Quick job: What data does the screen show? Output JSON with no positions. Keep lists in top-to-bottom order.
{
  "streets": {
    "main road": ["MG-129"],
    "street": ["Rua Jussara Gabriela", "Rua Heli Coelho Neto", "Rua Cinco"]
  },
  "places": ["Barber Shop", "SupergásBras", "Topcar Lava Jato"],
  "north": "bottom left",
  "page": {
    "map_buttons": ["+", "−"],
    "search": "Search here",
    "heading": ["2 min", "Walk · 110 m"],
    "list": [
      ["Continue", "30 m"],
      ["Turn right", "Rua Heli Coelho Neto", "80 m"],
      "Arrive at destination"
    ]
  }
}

Exercise:
Transcribe all the data word for word, as it appears above.

The answer:
Quick job: What data does the screen show? Output JSON with no positions. Keep lists in top-to-bottom order.
{
  "streets": {
    "main road": ["MG-129"],
    "street": ["Rua Jussara Gabriela", "Rua Heli Coelho Neto", "Rua Cinco"]
  },
  "places": ["Barber Shop", "SupergásBras", "Topcar Lava Jato"],
  "north": "bottom left",
  "page": {
    "map_buttons": ["+", "−"],
    "search": "Search here",
    "heading": ["2 min", "Walk · 110 m"],
    "list": [
      ["Continue", "30 m"],
      ["Turn right", "Rua Heli Coelho Neto", "80 m"],
      "Arrive at destination"
    ]
  }
}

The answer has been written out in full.